Woke up about the normal time for work and hit the alarm. I ended up snoozing until my fishing buddy arrived to the house, calling me to wake up you lazy...anyway, got a slightly late start but no biggie. On the road around 8:15 and made the usual stop for eats. I was particularly hungry this morning as I had a little too much the previous evening. :beer: Mmmm, gourmet BK! I don't know if this happens to any of you guys but I thought seriously about dropping off my buddy B on the side of the road. I swear I thought he fouled his breeches :shock: - the whole way to Hickory Mound. Lucky for him, the windows roll down.

Put the boat in the water around 9:30ish or 10. Man it was a nice day! We found a spot and started terrorizing the trout.

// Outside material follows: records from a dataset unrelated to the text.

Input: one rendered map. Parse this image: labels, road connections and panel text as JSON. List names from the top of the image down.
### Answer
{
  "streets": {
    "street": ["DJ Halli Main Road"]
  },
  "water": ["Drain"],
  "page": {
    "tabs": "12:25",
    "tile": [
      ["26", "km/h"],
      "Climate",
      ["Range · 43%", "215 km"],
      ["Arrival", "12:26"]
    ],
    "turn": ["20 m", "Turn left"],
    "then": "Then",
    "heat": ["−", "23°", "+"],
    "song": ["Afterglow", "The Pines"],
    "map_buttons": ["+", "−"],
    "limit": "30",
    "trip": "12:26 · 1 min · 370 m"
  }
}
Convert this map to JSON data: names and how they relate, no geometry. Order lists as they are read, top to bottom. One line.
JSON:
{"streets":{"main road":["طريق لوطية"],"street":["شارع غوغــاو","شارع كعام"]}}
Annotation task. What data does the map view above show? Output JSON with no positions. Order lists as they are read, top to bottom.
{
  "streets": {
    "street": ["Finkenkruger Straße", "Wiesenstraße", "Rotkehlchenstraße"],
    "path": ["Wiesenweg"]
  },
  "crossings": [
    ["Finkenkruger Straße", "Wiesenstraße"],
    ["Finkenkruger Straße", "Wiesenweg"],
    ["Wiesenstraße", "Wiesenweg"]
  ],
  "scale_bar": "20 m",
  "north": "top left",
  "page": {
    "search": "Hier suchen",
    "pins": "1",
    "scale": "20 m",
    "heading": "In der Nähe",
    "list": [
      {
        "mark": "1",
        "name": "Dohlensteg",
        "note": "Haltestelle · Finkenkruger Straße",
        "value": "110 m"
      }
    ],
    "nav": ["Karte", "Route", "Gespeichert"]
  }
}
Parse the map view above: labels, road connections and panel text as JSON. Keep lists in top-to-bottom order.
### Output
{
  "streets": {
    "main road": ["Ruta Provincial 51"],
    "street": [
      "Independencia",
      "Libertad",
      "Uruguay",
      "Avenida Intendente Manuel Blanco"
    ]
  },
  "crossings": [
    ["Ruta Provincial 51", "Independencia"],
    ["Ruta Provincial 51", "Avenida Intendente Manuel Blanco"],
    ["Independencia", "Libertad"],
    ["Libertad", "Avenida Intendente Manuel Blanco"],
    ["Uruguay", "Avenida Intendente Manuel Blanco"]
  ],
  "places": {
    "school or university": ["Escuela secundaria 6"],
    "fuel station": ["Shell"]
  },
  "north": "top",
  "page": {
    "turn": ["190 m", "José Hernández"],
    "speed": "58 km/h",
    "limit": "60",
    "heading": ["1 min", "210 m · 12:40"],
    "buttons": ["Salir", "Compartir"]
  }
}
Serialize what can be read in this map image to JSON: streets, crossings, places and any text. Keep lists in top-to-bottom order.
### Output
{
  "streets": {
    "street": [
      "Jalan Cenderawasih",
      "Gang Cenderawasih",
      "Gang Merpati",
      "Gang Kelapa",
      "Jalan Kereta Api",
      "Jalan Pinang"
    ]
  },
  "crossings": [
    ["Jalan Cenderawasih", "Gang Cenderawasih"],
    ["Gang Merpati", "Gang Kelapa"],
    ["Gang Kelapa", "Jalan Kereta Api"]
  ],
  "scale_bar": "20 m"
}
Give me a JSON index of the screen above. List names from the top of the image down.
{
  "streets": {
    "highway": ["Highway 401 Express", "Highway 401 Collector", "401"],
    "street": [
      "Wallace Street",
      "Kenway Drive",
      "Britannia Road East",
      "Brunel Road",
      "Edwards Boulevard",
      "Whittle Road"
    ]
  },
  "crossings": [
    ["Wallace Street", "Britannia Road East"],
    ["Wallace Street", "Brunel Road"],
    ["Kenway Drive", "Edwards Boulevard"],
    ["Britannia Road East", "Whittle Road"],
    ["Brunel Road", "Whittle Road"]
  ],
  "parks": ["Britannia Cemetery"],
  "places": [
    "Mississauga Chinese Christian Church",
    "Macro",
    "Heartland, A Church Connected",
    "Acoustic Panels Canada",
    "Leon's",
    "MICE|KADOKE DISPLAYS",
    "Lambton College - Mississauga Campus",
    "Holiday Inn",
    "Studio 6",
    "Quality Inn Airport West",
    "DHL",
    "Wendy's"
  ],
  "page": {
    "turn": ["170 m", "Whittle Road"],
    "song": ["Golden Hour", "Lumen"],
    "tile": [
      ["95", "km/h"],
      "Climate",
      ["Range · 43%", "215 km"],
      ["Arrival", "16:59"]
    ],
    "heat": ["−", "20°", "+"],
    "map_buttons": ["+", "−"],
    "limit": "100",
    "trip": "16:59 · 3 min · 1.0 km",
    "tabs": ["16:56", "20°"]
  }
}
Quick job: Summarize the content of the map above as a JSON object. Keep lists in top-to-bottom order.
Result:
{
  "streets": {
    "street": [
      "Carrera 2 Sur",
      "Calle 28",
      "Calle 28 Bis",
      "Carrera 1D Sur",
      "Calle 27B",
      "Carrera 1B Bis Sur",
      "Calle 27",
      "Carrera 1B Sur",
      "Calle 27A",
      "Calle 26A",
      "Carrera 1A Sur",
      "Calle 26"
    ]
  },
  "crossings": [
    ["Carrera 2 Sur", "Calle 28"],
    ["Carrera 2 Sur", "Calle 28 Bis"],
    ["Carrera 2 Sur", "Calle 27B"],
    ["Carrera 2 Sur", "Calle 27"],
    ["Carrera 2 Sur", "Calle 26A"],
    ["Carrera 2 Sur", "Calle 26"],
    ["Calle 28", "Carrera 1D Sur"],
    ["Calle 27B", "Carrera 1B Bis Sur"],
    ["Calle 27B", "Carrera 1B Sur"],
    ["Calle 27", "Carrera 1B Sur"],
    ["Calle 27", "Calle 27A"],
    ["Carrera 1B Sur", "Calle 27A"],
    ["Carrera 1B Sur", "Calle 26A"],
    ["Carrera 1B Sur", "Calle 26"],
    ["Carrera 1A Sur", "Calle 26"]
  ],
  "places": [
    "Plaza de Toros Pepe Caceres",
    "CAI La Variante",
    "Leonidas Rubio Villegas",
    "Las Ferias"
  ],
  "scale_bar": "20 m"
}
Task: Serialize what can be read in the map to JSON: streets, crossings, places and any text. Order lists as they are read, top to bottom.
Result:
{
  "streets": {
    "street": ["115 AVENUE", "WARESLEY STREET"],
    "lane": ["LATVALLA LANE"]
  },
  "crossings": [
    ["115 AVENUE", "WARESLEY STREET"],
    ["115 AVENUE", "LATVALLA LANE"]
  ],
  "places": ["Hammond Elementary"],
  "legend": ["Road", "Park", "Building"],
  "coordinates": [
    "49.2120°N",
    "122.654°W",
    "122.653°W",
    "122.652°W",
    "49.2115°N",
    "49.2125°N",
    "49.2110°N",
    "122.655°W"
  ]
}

Although, I must thank the older gentleman for offering us the spot after they limited out. I dubbed the fishing partner the Trout Terminator for the day.

I swear no one told me that I was going to be on net duty all day. There were times where I couldn't even wet a line. (Due to the small size of the boat, we have to operate more cooperatively.)

After loading the cooler and feeling some pressure from a nearby fisherman to move on, we decided to venture off to find some reds. We gave up the spot as it had been given to us. Plus, we needed to save room in the cooler for a Red. We quickly found some.

Final estimated tally: 10 trout and 5 reds. Don't you just love days were you lose count?

Today was the kind of day that you don't mind losing your sunglasses, since they were cheap.


----------



## phishphood (Dec 15, 2006)

Nice job on the fish. I don't mind netting as long as I'm invited to the fish fry. Where abouts is Hickory Mound?


----------



## tom_in_orl (Dec 9, 2006)

Nice Job!


----------



## rcmay (Dec 12, 2006)

its all got to do with the Levi Garrett hat!


----------



## ucfsae81 (Dec 5, 2007)

love the hat and nice report too


----------



## boggob (Feb 20, 2007)

That's funny! He swears that's his lucky fishing hat.

Its a little SW of Perry, FL but east of Econfina State Park.


----------



## HaMm3r (Dec 11, 2006)

Excellent catching! [smiley=1-thumbsup1.gif]


----------



## newbie_dave (May 31, 2007)

Looks like there is/was goin to be some fine eating goin on there !! Great report.


----------